↓
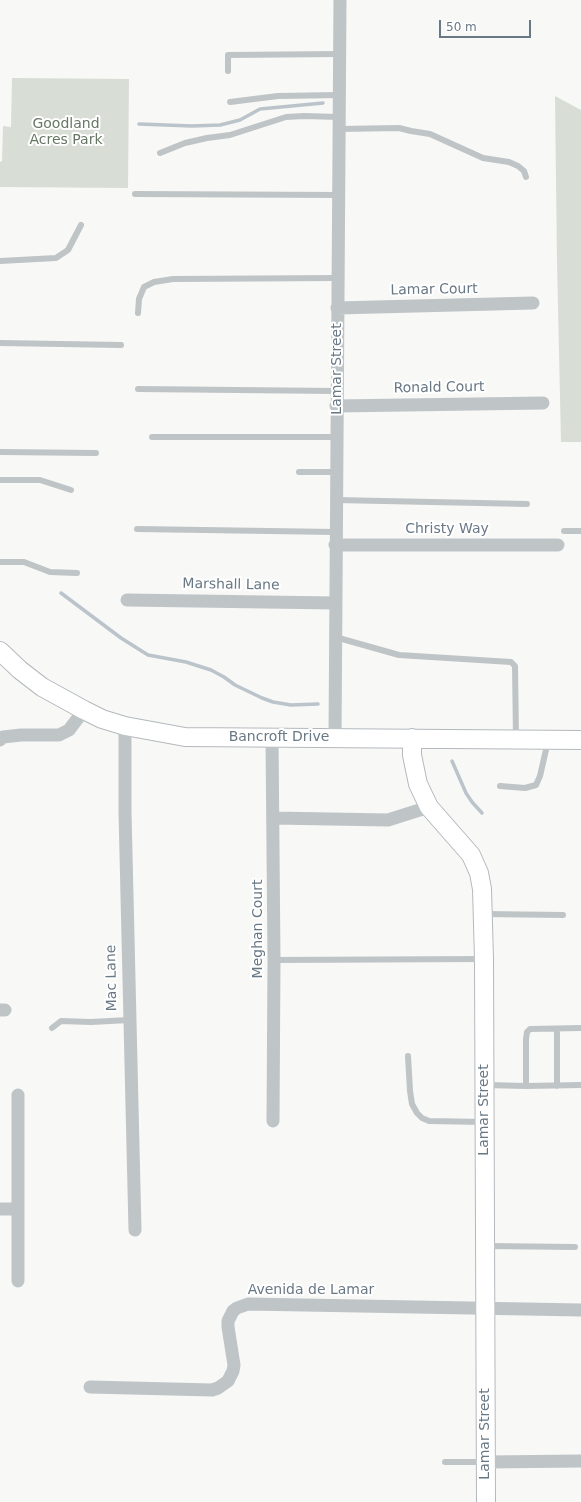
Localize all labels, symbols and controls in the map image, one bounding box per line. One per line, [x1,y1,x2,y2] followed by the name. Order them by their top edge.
[441,12,533,38] scale bar
[446,20,477,34] text: 50 m
[29,116,103,148] park label: Goodland Acres Park
[390,281,478,299] street label: Lamar Court
[329,323,345,415] street label: Lamar Street
[393,379,485,397] street label: Ronald Court
[405,521,489,537] street label: Christy Way
[182,576,280,594] street label: Marshall Lane
[229,729,329,745] street label: Bancroft Drive
[250,880,266,978] street label: Meghan Court
[103,945,121,1011] street label: Mac Lane
[476,1064,492,1156] street label: Lamar Street
[248,1282,374,1298] street label: Avenida de Lamar
[477,1388,493,1480] street label: Lamar Street

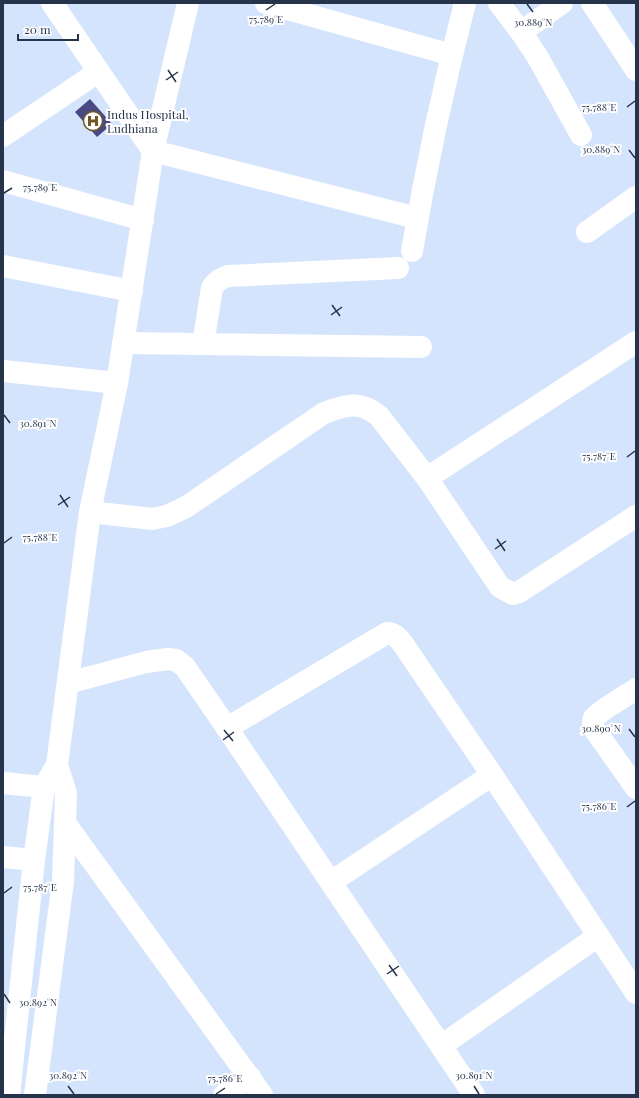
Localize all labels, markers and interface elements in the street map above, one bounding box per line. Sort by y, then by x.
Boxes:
text: 75.789°E [249,12,283,26]
text: 30.889°N [514,15,552,29]
scale bar [18,16,78,42]
text: 20 m [24,21,51,37]
text: 75.788°E [582,100,616,114]
place label: Indus Hospital, Ludhiana [107,106,189,136]
hospital icon: Indus Hospital, Ludhiana [82,110,104,132]
text: 30.889°N [582,142,620,156]
text: 75.789°E [23,180,57,194]
text: 30.891°N [19,416,57,430]
text: 75.787°E [582,449,616,463]
text: 75.788°E [23,530,57,544]
text: 30.890°N [581,721,621,735]
text: 75.786°E [582,799,616,813]
text: 75.787°E [23,880,57,894]
text: 30.892°N [19,995,57,1009]
text: 30.892°N [49,1068,87,1082]
text: 30.891°N [455,1068,493,1082]
text: 75.786°E [208,1071,242,1085]

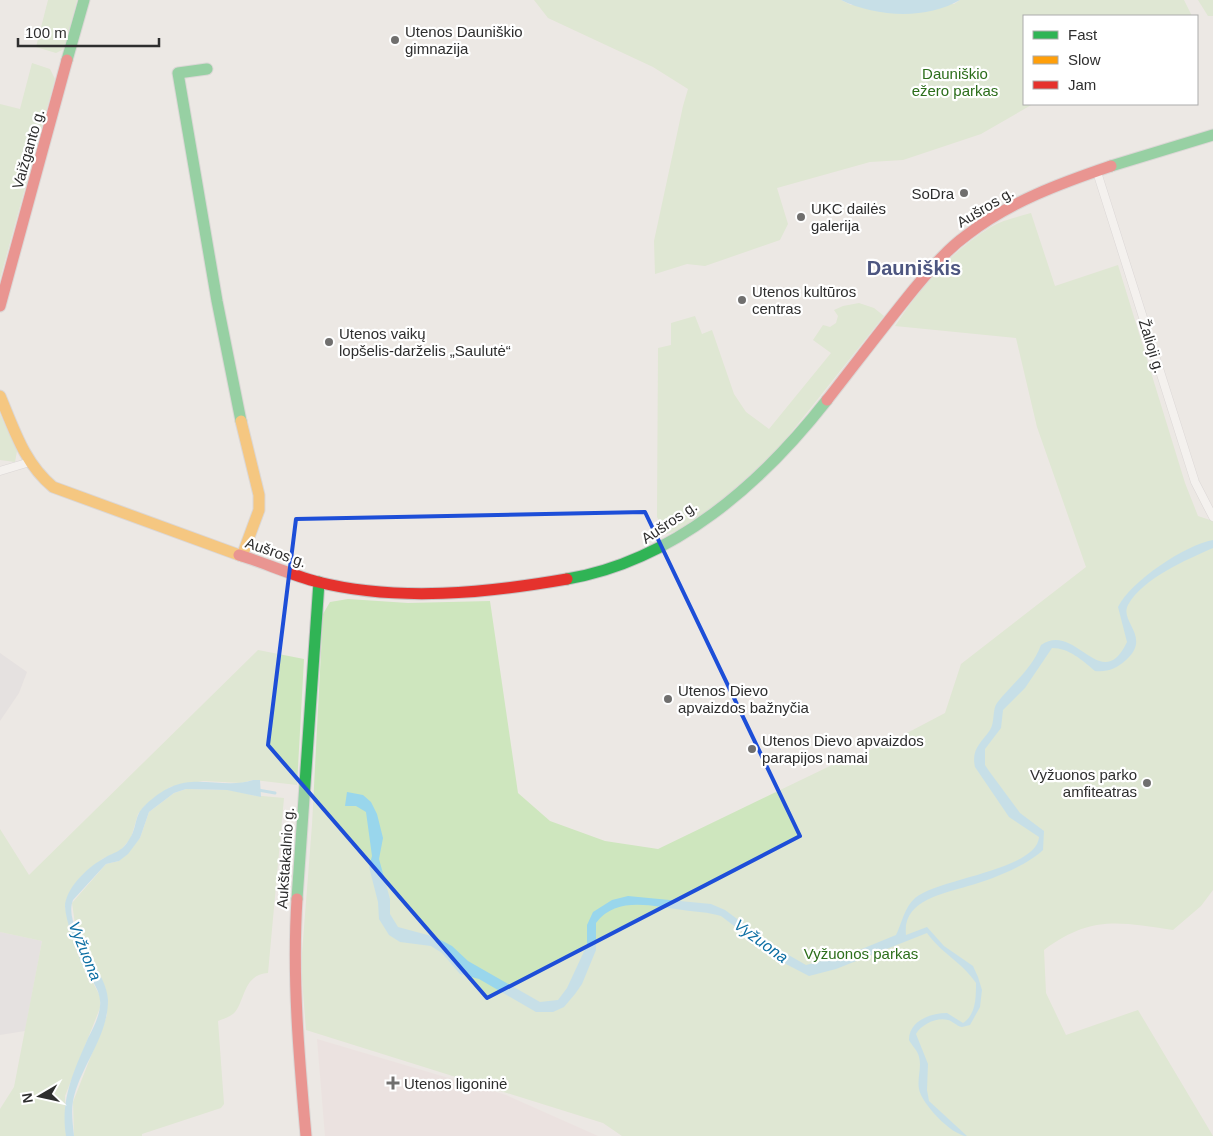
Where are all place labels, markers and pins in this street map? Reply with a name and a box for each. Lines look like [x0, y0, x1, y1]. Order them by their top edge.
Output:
place label: Utenos Dauniškio gimnazija [405, 23, 523, 57]
marker: Utenos Dauniškio gimnazija [389, 34, 401, 46]
place label: SoDra [911, 185, 955, 202]
marker: SoDra [958, 187, 970, 199]
place label: UKC dailės galerija [811, 200, 886, 234]
marker: UKC dailės galerija [795, 211, 807, 223]
place label: Utenos kultūros centras [752, 283, 856, 317]
marker: Utenos kultūros centras [736, 294, 748, 306]
place label: Utenos vaikų lopšelis-darželis „Saulutė“ [339, 325, 511, 359]
marker: Utenos vaikų lopšelis-darželis „Saulutė“ [323, 336, 335, 348]
place label: Utenos Dievo apvaizdos bažnyčia [678, 682, 810, 716]
marker: Utenos Dievo apvaizdos bažnyčia [662, 693, 674, 705]
place label: Utenos Dievo apvaizdos parapijos namai [762, 732, 924, 766]
marker: Utenos Dievo apvaizdos parapijos namai [746, 743, 758, 755]
place label: Vyžuonos parko amfiteatras [1030, 766, 1137, 800]
marker: Vyžuonos parko amfiteatras [1141, 777, 1153, 789]
place label: Utenos ligoninė [404, 1075, 507, 1092]
marker: Utenos ligoninė [386, 1076, 400, 1090]

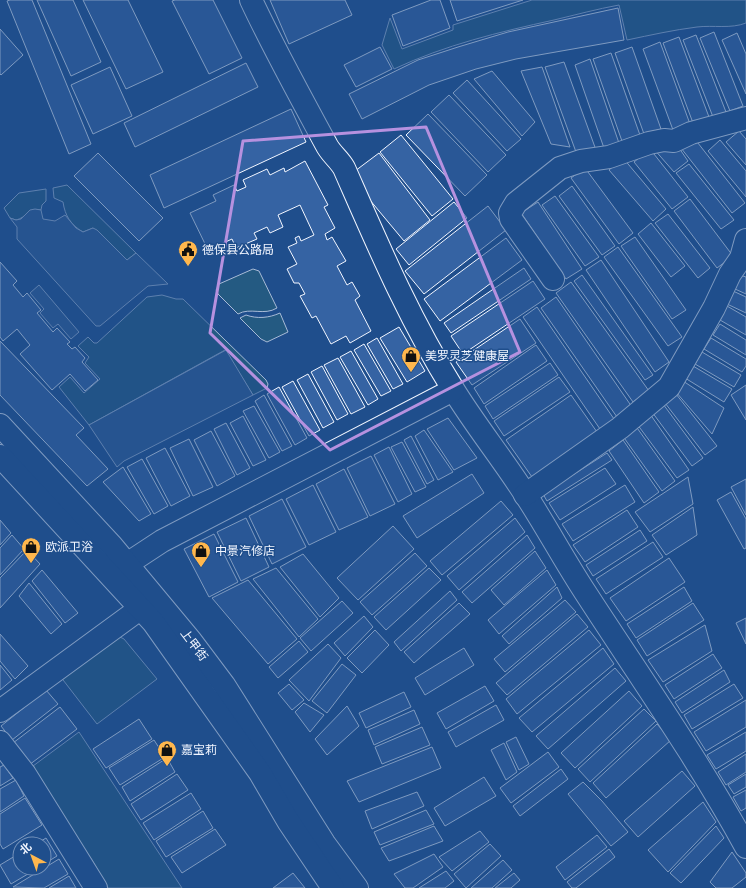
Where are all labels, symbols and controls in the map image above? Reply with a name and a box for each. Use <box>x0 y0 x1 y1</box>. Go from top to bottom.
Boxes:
↑
**Your instructions**
An exact copy of all the lines above is required, with the pictures removed.

**Problem solution**
Localize all labels, symbols and controls in the map image, one bounding box per line. One per line, [x1,y1,x2,y2] followed by the name. Order them by their top edge.
[441,12,533,38] scale bar
[446,20,477,34] text: 50 m
[29,116,103,148] park label: Goodland Acres Park
[390,281,478,299] street label: Lamar Court
[329,323,345,415] street label: Lamar Street
[393,379,485,397] street label: Ronald Court
[405,521,489,537] street label: Christy Way
[182,576,280,594] street label: Marshall Lane
[229,729,329,745] street label: Bancroft Drive
[250,880,266,978] street label: Meghan Court
[103,945,121,1011] street label: Mac Lane
[476,1064,492,1156] street label: Lamar Street
[248,1282,374,1298] street label: Avenida de Lamar
[477,1388,493,1480] street label: Lamar Street

Localize all labels, markers and interface elements in the street map above, one bounding box per line. Sort by y, then by x.
Boxes:
text: 75.789°E [249,12,283,26]
text: 30.889°N [514,15,552,29]
scale bar [18,16,78,42]
text: 20 m [24,21,51,37]
text: 75.788°E [582,100,616,114]
place label: Indus Hospital, Ludhiana [107,106,189,136]
hospital icon: Indus Hospital, Ludhiana [82,110,104,132]
text: 30.889°N [582,142,620,156]
text: 75.789°E [23,180,57,194]
text: 30.891°N [19,416,57,430]
text: 75.787°E [582,449,616,463]
text: 75.788°E [23,530,57,544]
text: 30.890°N [581,721,621,735]
text: 75.786°E [582,799,616,813]
text: 75.787°E [23,880,57,894]
text: 30.892°N [19,995,57,1009]
text: 30.892°N [49,1068,87,1082]
text: 30.891°N [455,1068,493,1082]
text: 75.786°E [208,1071,242,1085]

Where are all place labels, markers and pins in this street map? Reply with a name and a box for each. Lines look like [x0, y0, x1, y1]. Order them by their top edge.
Output:
place label: Utenos Dauniškio gimnazija [405, 23, 523, 57]
marker: Utenos Dauniškio gimnazija [389, 34, 401, 46]
place label: SoDra [911, 185, 955, 202]
marker: SoDra [958, 187, 970, 199]
place label: UKC dailės galerija [811, 200, 886, 234]
marker: UKC dailės galerija [795, 211, 807, 223]
place label: Utenos kultūros centras [752, 283, 856, 317]
marker: Utenos kultūros centras [736, 294, 748, 306]
place label: Utenos vaikų lopšelis-darželis „Saulutė“ [339, 325, 511, 359]
marker: Utenos vaikų lopšelis-darželis „Saulutė“ [323, 336, 335, 348]
place label: Utenos Dievo apvaizdos bažnyčia [678, 682, 810, 716]
marker: Utenos Dievo apvaizdos bažnyčia [662, 693, 674, 705]
place label: Utenos Dievo apvaizdos parapijos namai [762, 732, 924, 766]
marker: Utenos Dievo apvaizdos parapijos namai [746, 743, 758, 755]
place label: Vyžuonos parko amfiteatras [1030, 766, 1137, 800]
marker: Vyžuonos parko amfiteatras [1141, 777, 1153, 789]
place label: Utenos ligoninė [404, 1075, 507, 1092]
marker: Utenos ligoninė [386, 1076, 400, 1090]

Where are all labels, symbols and controls in the map image above? Reply with a name and a box for each. Use <box>x0 y0 x1 y1</box>. Go from top to bottom.
Boxes:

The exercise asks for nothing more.